About this task → All of the records should be reproduced word for word, but no images may appear in the copy.

=-=-=

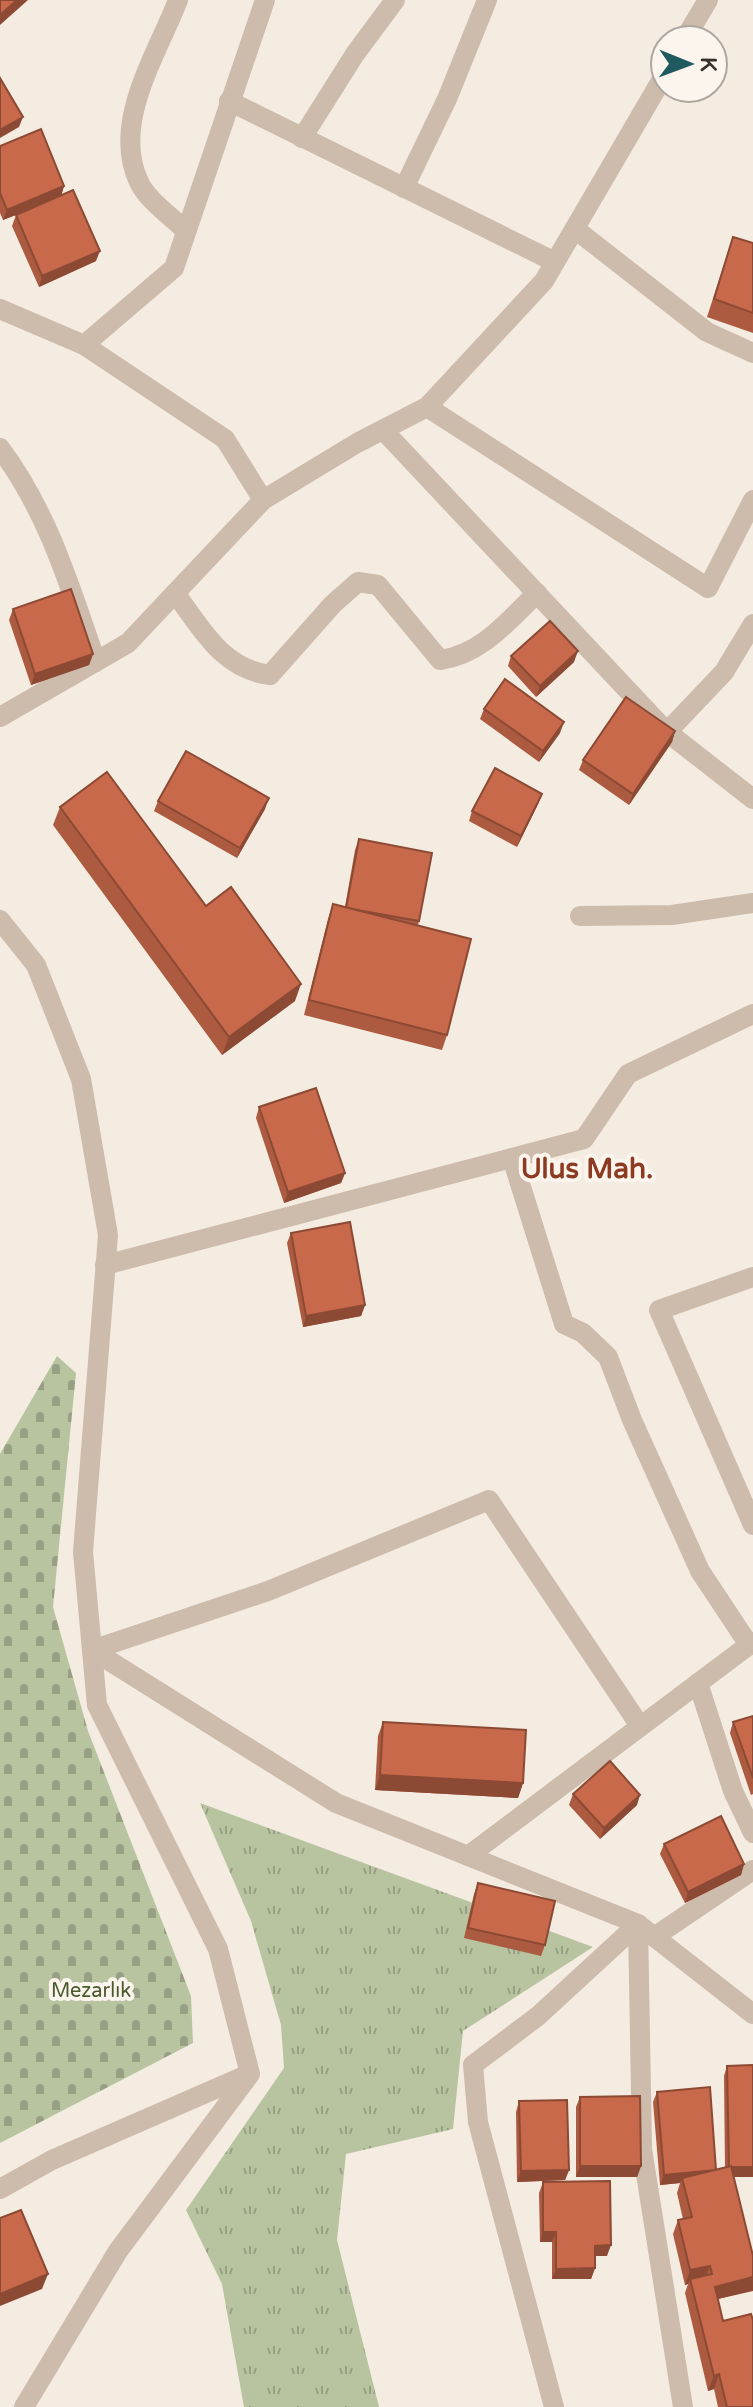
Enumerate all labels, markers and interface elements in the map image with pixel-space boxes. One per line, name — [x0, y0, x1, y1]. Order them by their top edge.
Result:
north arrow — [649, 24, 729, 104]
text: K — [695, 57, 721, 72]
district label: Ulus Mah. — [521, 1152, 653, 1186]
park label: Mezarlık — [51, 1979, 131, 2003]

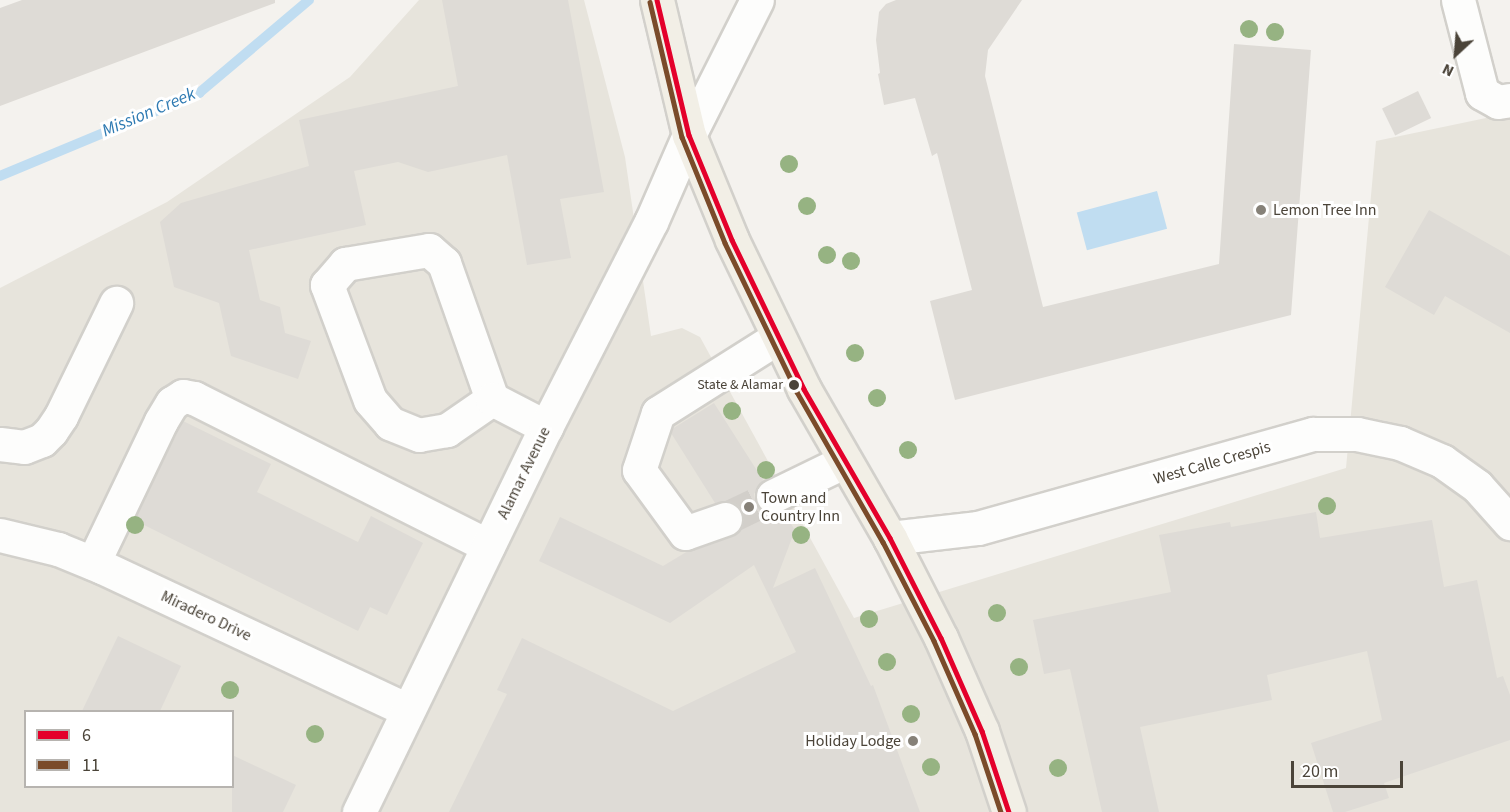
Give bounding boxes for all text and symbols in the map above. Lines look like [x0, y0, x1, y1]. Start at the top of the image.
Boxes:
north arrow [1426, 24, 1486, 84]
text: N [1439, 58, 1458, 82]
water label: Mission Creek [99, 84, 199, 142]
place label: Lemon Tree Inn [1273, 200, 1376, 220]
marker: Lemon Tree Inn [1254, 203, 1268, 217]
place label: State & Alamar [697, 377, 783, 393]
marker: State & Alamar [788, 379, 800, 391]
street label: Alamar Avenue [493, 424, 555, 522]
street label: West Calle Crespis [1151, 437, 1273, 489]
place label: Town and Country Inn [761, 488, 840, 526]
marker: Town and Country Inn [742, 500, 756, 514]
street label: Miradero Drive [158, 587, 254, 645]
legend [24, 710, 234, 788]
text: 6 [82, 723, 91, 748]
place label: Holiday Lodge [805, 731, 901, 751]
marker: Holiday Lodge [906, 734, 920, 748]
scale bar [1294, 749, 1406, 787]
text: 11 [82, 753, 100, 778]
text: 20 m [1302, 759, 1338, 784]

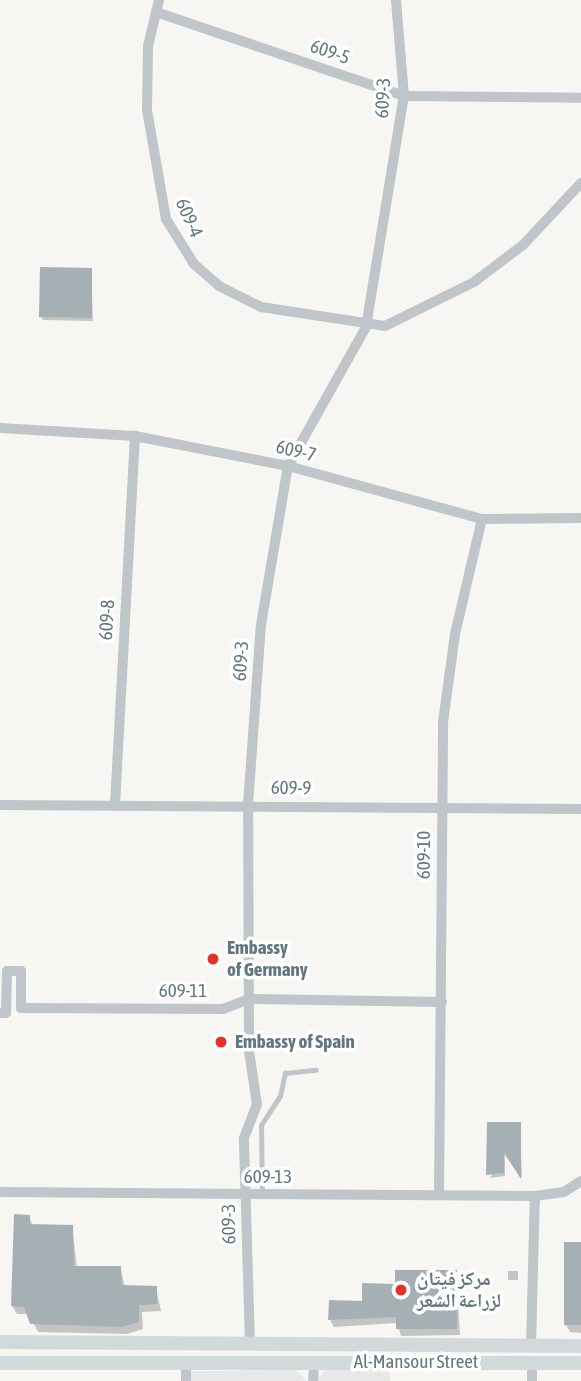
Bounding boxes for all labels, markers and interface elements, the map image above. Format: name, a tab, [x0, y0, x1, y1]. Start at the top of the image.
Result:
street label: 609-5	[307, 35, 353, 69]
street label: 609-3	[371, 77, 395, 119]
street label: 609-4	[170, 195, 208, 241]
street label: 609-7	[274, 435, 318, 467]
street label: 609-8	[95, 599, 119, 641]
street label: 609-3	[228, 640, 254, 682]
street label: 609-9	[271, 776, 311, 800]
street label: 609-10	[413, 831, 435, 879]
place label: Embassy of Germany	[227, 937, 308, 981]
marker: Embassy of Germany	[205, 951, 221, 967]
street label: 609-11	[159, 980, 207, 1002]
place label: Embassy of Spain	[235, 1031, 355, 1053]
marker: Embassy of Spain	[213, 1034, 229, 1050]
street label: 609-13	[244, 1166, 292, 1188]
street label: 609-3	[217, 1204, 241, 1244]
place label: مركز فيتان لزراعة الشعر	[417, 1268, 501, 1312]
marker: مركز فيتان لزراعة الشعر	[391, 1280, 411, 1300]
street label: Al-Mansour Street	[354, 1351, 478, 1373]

=-=-=

Answer for the task →
Enumerate all labels, markers and interface elements in the map image with pixel-space boxes. One per line, name — [x0, y0, x1, y1]. Order them by their top edge.
Result:
north arrow — [649, 24, 729, 104]
text: K — [695, 57, 721, 72]
district label: Ulus Mah. — [521, 1152, 653, 1186]
park label: Mezarlık — [51, 1979, 131, 2003]

Give bounding boxes for all text and symbols in the map above. Lines look like [x0, y0, x1, y1]. Start at the top of the image.
Boxes:
north arrow [1426, 24, 1486, 84]
text: N [1439, 58, 1458, 82]
water label: Mission Creek [99, 84, 199, 142]
place label: Lemon Tree Inn [1273, 200, 1376, 220]
marker: Lemon Tree Inn [1254, 203, 1268, 217]
place label: State & Alamar [697, 377, 783, 393]
marker: State & Alamar [788, 379, 800, 391]
street label: Alamar Avenue [493, 424, 555, 522]
street label: West Calle Crespis [1151, 437, 1273, 489]
place label: Town and Country Inn [761, 488, 840, 526]
marker: Town and Country Inn [742, 500, 756, 514]
street label: Miradero Drive [158, 587, 254, 645]
legend [24, 710, 234, 788]
text: 6 [82, 723, 91, 748]
place label: Holiday Lodge [805, 731, 901, 751]
marker: Holiday Lodge [906, 734, 920, 748]
scale bar [1294, 749, 1406, 787]
text: 11 [82, 753, 100, 778]
text: 20 m [1302, 759, 1338, 784]

Bounding boxes for all labels, markers and interface elements, the map image above. Format: name, a tab, [x0, y0, x1, y1]. Start at the top of the image.
Result:
street label: 609-5	[307, 35, 353, 69]
street label: 609-3	[371, 77, 395, 119]
street label: 609-4	[170, 195, 208, 241]
street label: 609-7	[274, 435, 318, 467]
street label: 609-8	[95, 599, 119, 641]
street label: 609-3	[228, 640, 254, 682]
street label: 609-9	[271, 776, 311, 800]
street label: 609-10	[413, 831, 435, 879]
place label: Embassy of Germany	[227, 937, 308, 981]
marker: Embassy of Germany	[205, 951, 221, 967]
street label: 609-11	[159, 980, 207, 1002]
place label: Embassy of Spain	[235, 1031, 355, 1053]
marker: Embassy of Spain	[213, 1034, 229, 1050]
street label: 609-13	[244, 1166, 292, 1188]
street label: 609-3	[217, 1204, 241, 1244]
place label: مركز فيتان لزراعة الشعر	[417, 1268, 501, 1312]
marker: مركز فيتان لزراعة الشعر	[391, 1280, 411, 1300]
street label: Al-Mansour Street	[354, 1351, 478, 1373]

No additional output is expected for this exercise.